What to do when a crawler encounters an anti-crawler? Try this.
Old iron people do data collection, nine times out of ten have encountered 403 Forbidden, right? Nowadays, websites are so smart that they will block your IP if they don't like you.Proxy IP + Custom HeaderIt is the golden partner. For example, with ipipgo's proxy service, each request for a new "armor", the site can not distinguish between a person and a machine.
Hands-on with curl pass Header
Let's get real first, straight to the code:
curl -x http://user:pass@proxy.ipipgo.cn:8080
-H "User-Agent: Mozilla/5.0 (Windows NT 10.0)"
-H "X-Requested-With: XMLHttpRequest"
https://target-site.com/api/data
here areThe -x parameter specifies the proxy serverThe proxy address of ipipgo should be filled in with your account password. More than one Header to write a few more -H, with the sugar gourd like a string.

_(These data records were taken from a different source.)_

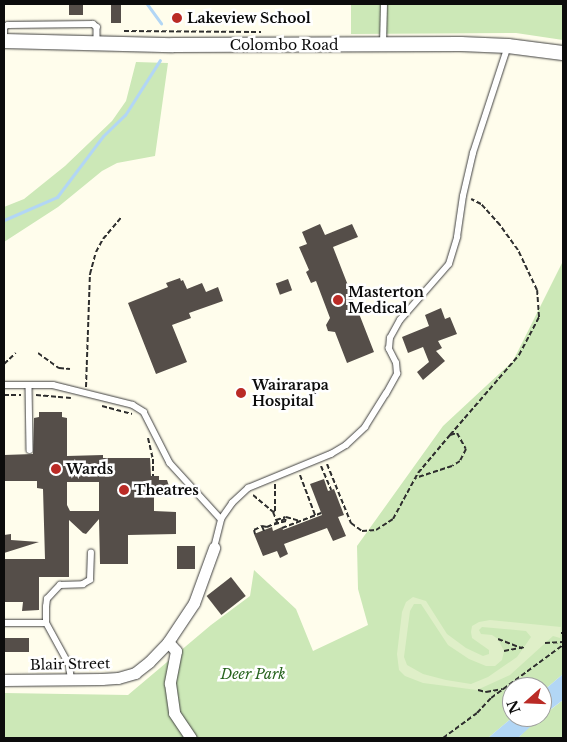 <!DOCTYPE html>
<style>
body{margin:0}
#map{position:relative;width:567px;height:742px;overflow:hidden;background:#fffdec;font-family:"Libre Baskerville",serif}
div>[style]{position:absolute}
.green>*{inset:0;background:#cce8b7}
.pitch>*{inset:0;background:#dfefc8}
.water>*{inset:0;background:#b2d6f5}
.stream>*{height:3px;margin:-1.5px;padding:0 1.5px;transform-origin:1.5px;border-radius:1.5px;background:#b2d6f5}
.building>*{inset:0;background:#554e49;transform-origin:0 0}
.path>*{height:2px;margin-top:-1px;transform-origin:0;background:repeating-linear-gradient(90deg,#2e2e2e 0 5px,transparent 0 7.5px)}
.roads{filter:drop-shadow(0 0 1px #3f3f3f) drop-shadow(0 0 1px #3f3f3f)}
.service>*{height:5.5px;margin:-2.75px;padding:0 2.75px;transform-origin:2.75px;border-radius:2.75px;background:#fff}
.minor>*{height:11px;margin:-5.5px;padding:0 5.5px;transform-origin:5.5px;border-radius:5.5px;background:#fff}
.tertiary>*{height:14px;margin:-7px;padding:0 7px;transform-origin:7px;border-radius:7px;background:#fff}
.dots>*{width:14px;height:14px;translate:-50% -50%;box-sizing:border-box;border:2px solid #fff;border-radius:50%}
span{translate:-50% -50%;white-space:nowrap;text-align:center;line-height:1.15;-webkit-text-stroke:5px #fff;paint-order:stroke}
.poi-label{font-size:14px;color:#0c0c0c;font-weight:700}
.left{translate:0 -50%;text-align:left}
.street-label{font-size:14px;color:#0c0c0c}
.park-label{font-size:14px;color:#27631e;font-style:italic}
.frame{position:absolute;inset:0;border:5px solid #0c0c0c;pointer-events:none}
.north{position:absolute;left:502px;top:677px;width:50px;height:50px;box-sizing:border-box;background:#fff;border:1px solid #9e9e9e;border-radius:50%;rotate:250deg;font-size:14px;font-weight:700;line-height:20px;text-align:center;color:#0c0c0c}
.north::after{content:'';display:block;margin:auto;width:18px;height:22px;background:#ba2b26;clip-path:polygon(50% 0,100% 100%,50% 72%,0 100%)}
</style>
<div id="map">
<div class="green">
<div style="clip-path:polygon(351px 4px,563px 4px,563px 40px,516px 33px,351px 34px)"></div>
<div style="clip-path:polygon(136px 62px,168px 63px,155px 156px,117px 163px,102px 171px,58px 207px,4px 242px,4px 207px,24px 199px,65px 166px,112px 121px,126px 101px)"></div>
<div style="clip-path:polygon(563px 261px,563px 674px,542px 692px,542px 687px,512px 687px,513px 717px,488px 738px,4px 738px,4px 693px,128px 695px,211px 625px,250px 596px,254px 570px,296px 609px,313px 651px,368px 625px,358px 589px,357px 546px,443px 426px,513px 361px)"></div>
<div style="clip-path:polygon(563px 700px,563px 738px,518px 738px,530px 726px)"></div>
</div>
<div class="pitch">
<div style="clip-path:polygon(evenodd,413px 597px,426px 601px,447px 634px,466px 648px,483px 656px,489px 654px,489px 650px,472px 638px,471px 632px,472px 626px,479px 622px,490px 620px,561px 627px,560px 638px,553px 636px,510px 675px,477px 690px,423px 683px,405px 676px,399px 670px,397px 654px,402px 612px,406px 602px,413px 597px,414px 604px,421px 604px,448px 645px,469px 659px,486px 666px,495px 666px,502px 660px,504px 651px,498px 639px,492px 635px,481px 634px,479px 630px,482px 627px,526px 631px,531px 637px,517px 657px,488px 677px,471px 684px,446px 680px,423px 674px,407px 665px,404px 657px,410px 611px,414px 604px)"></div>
</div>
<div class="water">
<div style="clip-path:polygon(563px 674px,563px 700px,542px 716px,542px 692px)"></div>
<div style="clip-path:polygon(513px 717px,541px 717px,518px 738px,488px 738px)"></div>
</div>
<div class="stream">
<div style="left:147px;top:4px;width:24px;rotate:54deg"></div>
<div style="left:4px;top:220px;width:58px;rotate:-23.5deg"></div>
<div style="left:57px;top:197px;width:76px;rotate:-53deg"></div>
<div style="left:103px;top:136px;width:30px;rotate:-44deg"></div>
<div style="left:125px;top:115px;width:65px;rotate:-57.5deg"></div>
</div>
<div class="building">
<div style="left:69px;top:4px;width:14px;height:11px"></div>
<div style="left:111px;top:4px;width:10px;height:19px"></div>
<div style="clip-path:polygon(320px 224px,325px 235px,352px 224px,358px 237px,333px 247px,374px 352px,347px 363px,335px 332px,328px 331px,326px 325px,330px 318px,316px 281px,311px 283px,306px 272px,309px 270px,299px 247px,307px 244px,302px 232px)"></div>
<div style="clip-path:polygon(180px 278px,181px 281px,183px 280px,187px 289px,202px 283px,206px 292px,218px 287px,223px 301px,189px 313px,191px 318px,172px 325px,187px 362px,156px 374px,128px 303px,168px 287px,166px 283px)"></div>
<div style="left:288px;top:279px;width:12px;height:13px;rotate:70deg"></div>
<div style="clip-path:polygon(441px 308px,445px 319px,450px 317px,457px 334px,438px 341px,442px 348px,436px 351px,445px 361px,423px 380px,417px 372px,429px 362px,423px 347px,408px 353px,402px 337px,429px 326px,425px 315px)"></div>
<div style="clip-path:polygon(evenodd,39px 412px,62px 412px,62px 417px,67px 418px,67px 456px,103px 455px,103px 458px,150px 458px,151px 476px,159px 476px,159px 480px,167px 480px,169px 486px,169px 494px,154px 494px,154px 511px,176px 512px,176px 534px,128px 535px,128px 564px,100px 564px,99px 519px,86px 534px,83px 533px,69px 520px,69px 577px,39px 577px,39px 610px,22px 611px,23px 602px,4px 602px,4px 559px,45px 559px,43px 489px,37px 488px,37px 481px,4px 481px,4px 455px,33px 454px,34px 418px,39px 417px,39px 412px,67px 482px,99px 482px,99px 511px,70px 511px,67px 505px,67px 482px)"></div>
<div style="clip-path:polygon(324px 479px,328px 491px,334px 489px,344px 515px,338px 517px,346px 536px,333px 541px,327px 528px,284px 544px,288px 554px,280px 558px,277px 551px,263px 556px,254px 534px,272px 527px,273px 531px,282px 527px,283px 530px,322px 515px,310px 484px)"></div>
<div style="clip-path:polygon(11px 534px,11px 540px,39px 542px,4px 553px,4px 535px)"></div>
<div style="left:177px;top:546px;width:18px;height:23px"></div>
<div style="left:231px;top:577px;width:24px;height:31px;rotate:52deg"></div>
<div style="left:4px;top:638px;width:25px;height:14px"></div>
</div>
<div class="path">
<div style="left:124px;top:31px;width:137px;rotate:0.4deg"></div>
<div style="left:38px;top:353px;width:26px;rotate:36deg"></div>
<div style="left:59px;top:368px;width:11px;rotate:5deg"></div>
<div style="left:4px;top:364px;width:16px;rotate:-43deg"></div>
<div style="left:86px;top:387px;width:113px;rotate:-88deg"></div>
<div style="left:90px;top:274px;width:23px;rotate:-75deg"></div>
<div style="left:96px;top:252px;width:15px;rotate:-62deg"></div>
<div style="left:103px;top:239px;width:30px;rotate:-50deg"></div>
<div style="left:4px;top:395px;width:17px"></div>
<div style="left:36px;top:395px;width:35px;rotate:5deg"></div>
<div style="left:102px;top:406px;width:31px;rotate:15deg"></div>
<div style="left:450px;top:435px;width:106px;rotate:-49.2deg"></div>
<div style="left:519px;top:355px;width:43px;rotate:-62.2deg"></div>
<div style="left:539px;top:317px;width:27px;rotate:-94deg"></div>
<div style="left:537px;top:290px;width:44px;rotate:-115.4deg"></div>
<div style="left:518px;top:250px;width:31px;rotate:-126deg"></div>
<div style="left:500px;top:225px;width:28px;rotate:-132deg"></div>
<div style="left:481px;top:204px;width:11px;rotate:-153deg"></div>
<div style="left:148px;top:438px;width:22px;rotate:77deg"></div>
<div style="left:153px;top:459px;width:17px;rotate:90deg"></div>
<div style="left:327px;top:464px;width:64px;rotate:67.9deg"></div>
<div style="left:351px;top:523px;width:14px;rotate:36deg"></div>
<div style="left:362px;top:531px;width:14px;rotate:-4deg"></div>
<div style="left:376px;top:530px;width:20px;rotate:-33deg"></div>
<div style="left:393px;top:519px;width:52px;rotate:-61.5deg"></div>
<div style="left:418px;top:473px;width:50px;rotate:-49.9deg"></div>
<div style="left:450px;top:435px;width:7px;rotate:-16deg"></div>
<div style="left:457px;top:433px;width:18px;rotate:61deg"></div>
<div style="left:466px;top:449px;width:13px;rotate:117deg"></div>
<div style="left:460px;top:461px;width:9px;rotate:148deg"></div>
<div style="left:452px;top:466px;width:38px;rotate:162deg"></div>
<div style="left:321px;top:466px;width:26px;rotate:67deg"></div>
<div style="left:300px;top:475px;width:43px;rotate:69.4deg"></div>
<div style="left:253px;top:495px;width:26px;rotate:40deg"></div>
<div style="left:273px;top:512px;width:11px;rotate:68deg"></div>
<div style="left:273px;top:512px;width:2px;rotate:-27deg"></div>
<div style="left:275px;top:511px;width:28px;rotate:-90deg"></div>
<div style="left:276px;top:520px;width:10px;rotate:-17deg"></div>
<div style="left:286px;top:517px;width:15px;rotate:16deg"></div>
<div style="left:282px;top:528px;width:42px;rotate:-21deg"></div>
<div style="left:264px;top:531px;width:5px;rotate:-112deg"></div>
<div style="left:262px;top:526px;width:5px;rotate:11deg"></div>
<div style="left:267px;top:527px;width:20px;rotate:-24deg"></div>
<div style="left:285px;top:519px;width:2px;rotate:63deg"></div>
<div style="left:286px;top:521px;width:15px;rotate:164deg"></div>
<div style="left:255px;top:534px;width:4px;rotate:-104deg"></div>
<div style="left:254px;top:530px;width:9px;rotate:-27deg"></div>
<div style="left:561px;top:633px;width:2px"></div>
<div style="left:498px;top:639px;width:26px;rotate:21deg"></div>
<div style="left:545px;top:643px;width:18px;rotate:-3deg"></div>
<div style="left:504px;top:651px;width:21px;rotate:-11deg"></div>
<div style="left:478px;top:690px;width:8px;rotate:14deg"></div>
<div style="left:486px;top:692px;width:17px;rotate:-10deg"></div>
<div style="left:443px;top:738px;width:42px;rotate:-36.3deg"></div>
<div style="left:477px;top:713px;width:21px;rotate:-47deg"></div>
<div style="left:491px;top:698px;width:89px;rotate:-36.4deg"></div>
</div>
<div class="roads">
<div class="service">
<div style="left:4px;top:41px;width:14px;rotate:-90deg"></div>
<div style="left:4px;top:27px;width:4px;rotate:-27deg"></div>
<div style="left:8px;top:25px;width:85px;rotate:-0.7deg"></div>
<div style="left:93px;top:24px;width:5px;rotate:37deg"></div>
<div style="left:97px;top:27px;width:15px;rotate:90deg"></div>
<div style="left:383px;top:45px;width:41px;rotate:-88.6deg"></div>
<div style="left:4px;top:385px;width:49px"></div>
<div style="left:53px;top:385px;width:82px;rotate:14deg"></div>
<div style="left:133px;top:405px;width:13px;rotate:32deg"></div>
<div style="left:144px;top:412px;width:57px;rotate:63deg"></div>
<div style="left:170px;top:463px;width:76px;rotate:47.7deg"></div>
<div style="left:29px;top:385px;width:65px;rotate:89.1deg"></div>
<div style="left:214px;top:548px;width:30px;rotate:-76deg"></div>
<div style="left:221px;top:519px;width:19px;rotate:-55deg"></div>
<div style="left:232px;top:503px;width:22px;rotate:-43deg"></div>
<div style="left:248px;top:488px;width:90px;rotate:-22.3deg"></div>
<div style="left:331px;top:454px;width:17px;rotate:-31deg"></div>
<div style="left:346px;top:445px;width:26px;rotate:-43deg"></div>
<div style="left:365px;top:427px;width:39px;rotate:-58deg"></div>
<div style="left:386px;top:394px;width:23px;rotate:-61deg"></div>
<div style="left:397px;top:374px;width:11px;rotate:-95deg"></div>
<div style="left:396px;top:363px;width:16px;rotate:-117deg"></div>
<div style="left:389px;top:349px;width:11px;rotate:-85deg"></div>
<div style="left:390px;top:338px;width:21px;rotate:-61deg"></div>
<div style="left:400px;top:320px;width:74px;rotate:-48.8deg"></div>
<div style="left:449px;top:264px;width:28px;rotate:-73deg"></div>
<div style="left:457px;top:237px;width:41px;rotate:-81.7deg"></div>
<div style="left:463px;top:196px;width:44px;rotate:-76.9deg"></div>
<div style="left:473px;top:153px;width:113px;rotate:-71.9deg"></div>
<div style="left:4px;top:623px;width:42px"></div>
<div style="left:71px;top:680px;width:15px;rotate:-98deg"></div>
<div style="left:69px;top:665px;width:48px;rotate:-118.7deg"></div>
<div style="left:46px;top:623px;width:16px;rotate:-90deg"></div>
<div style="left:46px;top:607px;width:8px;rotate:-83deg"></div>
<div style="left:47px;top:599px;width:19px;rotate:-47deg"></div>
<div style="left:60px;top:585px;width:23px;rotate:-2deg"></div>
<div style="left:83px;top:584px;width:8px;rotate:-30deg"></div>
<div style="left:90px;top:580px;width:27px;rotate:-88deg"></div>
</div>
<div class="minor">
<div style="left:168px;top:642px;width:12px;rotate:48deg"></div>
<div style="left:176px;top:651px;width:33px;rotate:101deg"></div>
<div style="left:170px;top:683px;width:30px;rotate:82deg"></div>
<div style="left:174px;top:713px;width:30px;rotate:56deg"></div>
<div style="left:4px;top:680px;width:98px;rotate:-0.6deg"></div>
<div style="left:102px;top:679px;width:16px;rotate:-4deg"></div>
<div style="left:118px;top:678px;width:18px;rotate:-16deg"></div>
<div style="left:135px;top:673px;width:18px;rotate:-38deg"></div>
<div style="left:149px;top:662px;width:28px;rotate:-46deg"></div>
<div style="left:168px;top:642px;width:47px;rotate:-56.3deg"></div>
<div style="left:194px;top:603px;width:59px;rotate:-70deg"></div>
</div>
<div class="tertiary">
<div style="left:4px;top:41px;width:169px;rotate:1.4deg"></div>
<div style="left:173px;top:45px;width:288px;rotate:-0.2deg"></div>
<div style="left:461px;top:44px;width:47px;rotate:2.4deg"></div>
<div style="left:508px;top:46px;width:55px;rotate:7.3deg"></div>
</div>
</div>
<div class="dots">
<div style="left:177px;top:18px;background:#ba2b26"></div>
<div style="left:338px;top:300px;background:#ba2b26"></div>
<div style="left:241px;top:393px;background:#ba2b26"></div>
<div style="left:56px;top:469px;background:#ba2b26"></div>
<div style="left:124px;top:490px;background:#ba2b26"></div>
</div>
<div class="poi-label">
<span class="left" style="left:187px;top:18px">Lakeview School</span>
<span class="left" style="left:348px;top:300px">Masterton<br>Medical</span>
<span class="left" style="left:252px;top:393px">Wairarapa<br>Hospital</span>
<span class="left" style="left:66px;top:469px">Wards</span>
<span class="left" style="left:134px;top:490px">Theatres</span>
</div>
<div class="street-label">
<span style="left:284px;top:45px">Colombo Road</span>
<span style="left:70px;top:664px;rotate:-1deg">Blair Street</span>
</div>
<div class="park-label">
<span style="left:253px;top:674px">Deer Park</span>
</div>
<div class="frame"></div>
<div class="north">N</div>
</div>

Header camouflage four kingpins
These are the parameters that work best:
- User-Agent (device fingerprint)
- Accept-Language (language preference)
- Referer
- Cookies (login credentials)
It is recommended to get a configuration file to store common combinations, for example:
{
"mobile": {
"User-Agent": "Mozilla/5.0 (iPhone; CPU iPhone OS 14_7 like Mac OS X)",
"Accept": "application/json"
},
"pc": {
"User-Agent": "Mozilla/5.0 (Windows NT 10.0; Win64; x64)", "Accept-Language": {
"Accept-Language": "zh-CN,zh;q=0.9"
}
}
Dynamic Header Rotation Black
You'll still get caught with a fixed header, and it's time to get on ipipgo'sDynamic IP PoolThe effect can be compared to the Monkey King's seventy-two changes. With the script randomly switch Header, the effect is comparable to the Monkey King's 72 changes:
headers_list = [
{"User-Agent": "Mozilla/5.0 (Macintosh; Intel Mac OS X 10_15_7)"},
{"User-Agent": "Opera/9.80 (Windows NT 6.1; U; en) Presto/2.7.62"}, {"User-Agent": "Opera/9.80 (Windows NT 6.1; U; en) Presto/2.7.62"}, {"User-Agent": "Opera/9.80 (Windows NT 6.1; U; en)
{"User-Agent": "Mozilla/5.0 (X11; Linux x86_64) AppleWebKit/537.36"}
]
proxy = "http://user:pass@proxy.ipipgo.cn:3000"
curl -x $proxy -H "${headers_list[$RANDOM % 3]}" https://xxx.com
A practical guide to avoiding the pit
Some sites will detect the order of the Header, do not think that just write it. It is recommended to use the browser to visit the site normally, grab the packet to see the original request of the Header order, according to the cat drawing the tiger is the most secure.
| wrong posture | correct posture |
|---|---|
| Missing Content-Type | Setting by interface type |
| non-conventional character set | Unified UTF-8 |
| unconventional timestamp | Maintaining time zone consistency |
question-and-answer session
Q: What should I do if I still get banned after adding Header?
A: Try ipipgo'sHigh Stash AgentsIf you do not want to hide the original IP completely, then check if the cookies are expired or too frequent.
Q: How do I break it if I need to deal with cookies?
A: Use curl -c to save the cookie file first, and bring the -b parameter to subsequent requests:
curl -x http://proxy.ipipgo.cn -c cookies.txt -b cookies.txt https://xxx.com/login
Q: Why is the response slower after using a proxy?
A: It may be a node line problem, switching in the ipipgo backgroundBGP hybrid line, choose a server room that is physically close.
The Ultimate Solution
At the end of the day, if you want to stabilize data collection.ipipgo's commercial proxy packagesIt is the king's way. Exclusive IP pool + intelligent route switching + Header automatic camouflage, three-in-one solution. New users receive 200M traffic trial, not good to use direct brick.
Finally, a nagging word: Header camouflage is not a panacea, with a reasonable request interval. Just like eating barbecue with beer, drinking beer alone is not that flavor is not?